Выбрать главу

Владимиру Иннокентьевичу пофартило с самого начала: лишь только прорубил он первую лунку и только-только закинул донку, начался у него клев — ерши, окуни, и вдруг попалась… щучка. Но она так заглотала крючок, что удачливый рыбачок неистово вскричал:

— А, к черту тебя! Хоть брюхо вспарывай!

— Ну и вспарывай! — рассердился я. У меня совсем не клевало, а он разглагольствует…

— А что? Распорю вот брюхо, а в нем, глядь… И придется переживать, как… Мария Осиповна.

— Редкий, однако, случай, — поуспокоившись, сказал я. — Чтоб так повезло, надо иметь превеликую святость, а ты без чертыхания не обходишься.

— Я, ангелочек, готов послать эту женщину хоть миллион раз к черту, чтоб ей долго жилось. Сбросить бы мне несколько годков, то лучшей жены и не подыскать.

— А свою Фросеньку куда бы дел?

— А, да-да! — спохватился он. — Никуда от нее не денешься!

Ну и человек! Отчего он, будучи откровенным с людьми, не откровенен с самим собой в вопросе своего отношения к жене? Не откровенен со мной и с другими в своих переживаниях о ней! Какое-то время я находил ему оправдание: ведь даже очень откровенные люди всегда что-то не досказывают друг другу. Причиной этому может быть желание не касаться больного места. Я же щадил его, ранее не вызывая на откровенность, чисто из жалости к нему и даже из-за простой вежливости. А тут, когда он возился со щукой, снимая ее с крючка, мне не терпелось показать ему письмо Дружбы, в котором тот проливал свет на странное его поведение: «…В гаях у нас опавший лист уже слежался на тропинках и почернел. И когда я смотрю на эти подпалины, то почему-то думаю о Владимире Иннокентьевиче. Я вижу его таким, каким он показался мне в Суздале, когда я спросил его о жене Ефросинии Сергеевне, — будто с пятнами на совести.
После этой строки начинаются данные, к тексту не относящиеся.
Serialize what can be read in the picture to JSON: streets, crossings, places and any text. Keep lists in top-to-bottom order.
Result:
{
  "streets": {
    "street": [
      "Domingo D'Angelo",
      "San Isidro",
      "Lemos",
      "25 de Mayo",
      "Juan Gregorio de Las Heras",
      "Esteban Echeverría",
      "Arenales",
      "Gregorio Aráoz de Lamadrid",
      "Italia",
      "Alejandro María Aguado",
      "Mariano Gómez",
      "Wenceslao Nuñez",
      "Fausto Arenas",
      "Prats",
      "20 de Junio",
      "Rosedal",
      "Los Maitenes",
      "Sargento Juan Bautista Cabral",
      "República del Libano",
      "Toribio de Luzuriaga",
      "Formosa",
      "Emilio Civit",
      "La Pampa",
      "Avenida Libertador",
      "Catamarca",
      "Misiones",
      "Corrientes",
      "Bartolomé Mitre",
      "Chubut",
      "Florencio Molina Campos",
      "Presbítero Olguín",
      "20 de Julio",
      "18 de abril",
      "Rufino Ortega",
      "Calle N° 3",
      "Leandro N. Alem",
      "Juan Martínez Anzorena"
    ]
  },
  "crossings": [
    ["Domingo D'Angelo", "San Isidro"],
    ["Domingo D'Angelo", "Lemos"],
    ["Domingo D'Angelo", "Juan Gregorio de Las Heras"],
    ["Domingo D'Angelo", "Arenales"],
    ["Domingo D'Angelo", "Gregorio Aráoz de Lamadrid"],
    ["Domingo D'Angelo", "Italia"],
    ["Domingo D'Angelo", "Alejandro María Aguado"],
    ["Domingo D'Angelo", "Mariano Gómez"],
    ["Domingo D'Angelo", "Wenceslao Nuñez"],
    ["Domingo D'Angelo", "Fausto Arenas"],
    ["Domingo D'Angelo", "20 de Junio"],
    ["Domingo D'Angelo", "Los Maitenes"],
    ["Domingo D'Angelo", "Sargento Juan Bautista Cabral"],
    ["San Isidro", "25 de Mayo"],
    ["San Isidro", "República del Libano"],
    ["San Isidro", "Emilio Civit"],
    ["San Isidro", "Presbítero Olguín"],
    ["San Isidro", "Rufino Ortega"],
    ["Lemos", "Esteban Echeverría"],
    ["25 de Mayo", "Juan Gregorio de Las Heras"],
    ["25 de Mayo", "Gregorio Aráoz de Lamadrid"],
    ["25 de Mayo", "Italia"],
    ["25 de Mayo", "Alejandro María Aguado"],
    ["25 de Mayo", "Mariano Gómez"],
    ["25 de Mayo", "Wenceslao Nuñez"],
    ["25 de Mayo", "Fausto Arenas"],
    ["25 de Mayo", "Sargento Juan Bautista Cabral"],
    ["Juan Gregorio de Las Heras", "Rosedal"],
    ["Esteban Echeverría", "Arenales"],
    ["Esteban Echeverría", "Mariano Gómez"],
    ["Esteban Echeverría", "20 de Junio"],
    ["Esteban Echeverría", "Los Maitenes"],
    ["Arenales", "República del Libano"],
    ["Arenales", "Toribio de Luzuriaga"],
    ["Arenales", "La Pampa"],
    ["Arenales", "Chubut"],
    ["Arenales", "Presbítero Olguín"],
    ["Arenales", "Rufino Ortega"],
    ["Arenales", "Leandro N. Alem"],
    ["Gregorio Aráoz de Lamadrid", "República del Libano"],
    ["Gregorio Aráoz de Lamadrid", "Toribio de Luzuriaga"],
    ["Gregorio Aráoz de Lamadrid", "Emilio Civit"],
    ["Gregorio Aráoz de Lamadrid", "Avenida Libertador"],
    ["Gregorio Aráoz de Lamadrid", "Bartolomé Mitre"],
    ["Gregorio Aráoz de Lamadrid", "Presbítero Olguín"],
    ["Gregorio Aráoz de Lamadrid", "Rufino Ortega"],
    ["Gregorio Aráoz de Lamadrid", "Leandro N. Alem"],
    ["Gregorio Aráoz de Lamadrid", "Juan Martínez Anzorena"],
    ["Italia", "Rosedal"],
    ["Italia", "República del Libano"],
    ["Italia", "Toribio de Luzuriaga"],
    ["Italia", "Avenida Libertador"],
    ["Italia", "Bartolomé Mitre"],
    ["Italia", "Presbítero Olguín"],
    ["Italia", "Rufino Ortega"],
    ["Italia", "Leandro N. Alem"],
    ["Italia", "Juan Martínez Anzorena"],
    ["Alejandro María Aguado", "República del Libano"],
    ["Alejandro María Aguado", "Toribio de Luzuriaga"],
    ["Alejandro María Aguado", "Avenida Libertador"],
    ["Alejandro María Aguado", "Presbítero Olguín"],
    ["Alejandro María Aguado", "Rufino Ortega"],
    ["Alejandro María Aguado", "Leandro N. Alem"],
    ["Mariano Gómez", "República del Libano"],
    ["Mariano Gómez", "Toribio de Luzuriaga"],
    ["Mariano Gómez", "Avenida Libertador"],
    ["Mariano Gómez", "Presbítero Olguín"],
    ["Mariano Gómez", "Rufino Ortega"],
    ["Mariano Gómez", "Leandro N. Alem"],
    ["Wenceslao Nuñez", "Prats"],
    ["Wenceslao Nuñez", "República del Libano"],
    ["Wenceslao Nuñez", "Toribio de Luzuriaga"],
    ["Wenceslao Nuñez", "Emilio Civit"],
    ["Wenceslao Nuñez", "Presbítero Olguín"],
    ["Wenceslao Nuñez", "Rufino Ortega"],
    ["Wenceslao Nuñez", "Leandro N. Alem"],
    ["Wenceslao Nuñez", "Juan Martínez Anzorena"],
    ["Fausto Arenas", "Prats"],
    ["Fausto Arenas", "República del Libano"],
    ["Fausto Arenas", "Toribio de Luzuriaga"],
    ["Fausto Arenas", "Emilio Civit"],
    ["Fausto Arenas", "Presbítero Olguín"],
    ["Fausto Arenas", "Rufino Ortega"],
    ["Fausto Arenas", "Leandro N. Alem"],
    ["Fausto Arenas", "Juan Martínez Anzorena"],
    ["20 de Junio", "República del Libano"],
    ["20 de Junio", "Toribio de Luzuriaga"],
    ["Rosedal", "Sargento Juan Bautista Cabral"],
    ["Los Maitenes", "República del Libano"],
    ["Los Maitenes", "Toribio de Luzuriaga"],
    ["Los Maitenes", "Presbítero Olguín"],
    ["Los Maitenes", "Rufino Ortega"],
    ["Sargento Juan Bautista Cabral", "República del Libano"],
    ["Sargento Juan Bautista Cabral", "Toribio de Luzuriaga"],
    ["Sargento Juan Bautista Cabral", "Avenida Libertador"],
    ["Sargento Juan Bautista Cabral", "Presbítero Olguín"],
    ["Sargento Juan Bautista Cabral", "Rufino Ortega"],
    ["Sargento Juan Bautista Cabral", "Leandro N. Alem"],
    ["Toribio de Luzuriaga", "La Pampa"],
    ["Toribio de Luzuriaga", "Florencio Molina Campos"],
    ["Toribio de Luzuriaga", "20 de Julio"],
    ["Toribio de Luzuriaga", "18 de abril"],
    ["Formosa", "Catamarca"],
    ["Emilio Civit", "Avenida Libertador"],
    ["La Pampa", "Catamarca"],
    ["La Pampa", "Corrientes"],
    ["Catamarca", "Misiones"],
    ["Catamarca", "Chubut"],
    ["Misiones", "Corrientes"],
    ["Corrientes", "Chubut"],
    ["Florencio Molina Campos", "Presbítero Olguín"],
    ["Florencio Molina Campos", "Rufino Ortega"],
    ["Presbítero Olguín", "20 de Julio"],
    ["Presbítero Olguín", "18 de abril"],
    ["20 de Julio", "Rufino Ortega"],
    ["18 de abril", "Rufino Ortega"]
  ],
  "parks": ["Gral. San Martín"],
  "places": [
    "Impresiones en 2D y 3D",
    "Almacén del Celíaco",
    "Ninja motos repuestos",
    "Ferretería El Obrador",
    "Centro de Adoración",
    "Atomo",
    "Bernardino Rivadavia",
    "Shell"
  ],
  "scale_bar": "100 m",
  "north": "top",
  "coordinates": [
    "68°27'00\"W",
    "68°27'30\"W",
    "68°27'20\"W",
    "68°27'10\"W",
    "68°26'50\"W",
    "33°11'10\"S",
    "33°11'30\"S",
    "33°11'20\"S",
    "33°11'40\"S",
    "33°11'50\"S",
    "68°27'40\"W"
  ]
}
Сейчас, конечно, у меня совсем иное представление об этом весьма примечательном человеке. Я понимаю его. Думаю, поймет его всякий одной с ним фронтовой закваски, который своей жизнью доказывает, что могила может взять бренное тело, но вместе с ним не может взять человеческую верность».

— Послушай, Владимир Иннокентьевич, ведь неправда все это, — вспомнив эти строки из письма Градова, сказал я.

Щука, уже приказавшая долго жить, выпала из его рук.

— Что неправда?

— Не станешь же ты еще доказывать, что Ефросиния Сергеевна и сейчас собирала тебя на рыбалку?

— А и доказывать нечего. Кто же еще мог?

— Ну-ну…

— Как бы тебе это сказать… — замялся он.

Я вспомнил, что Дружба, сообщая о семейном положении Салыгина, просил держать это в строгой тайне.

— Ладно, пойдем уху варить. Смотри, как солнышко заиграло. Пока почищу рыбу, успеешь отснять несколько кадров, — сказал я.

Зыркнув на меня из-под заиндевелых бровей настороженными глазами, Владимир Иннокентьевич сорвал перчатку с правой руки и достал из кармана ватных брюк какой-то предмет, зажал его в кулаке до синеватой белизны кожи.

— Не смотри на меня так! — предупредил он. — Понимаешь, тут у меня такая штука. Для кого медальон — священная памятка, а для меня… Всегда ношу при себе. Посмотри.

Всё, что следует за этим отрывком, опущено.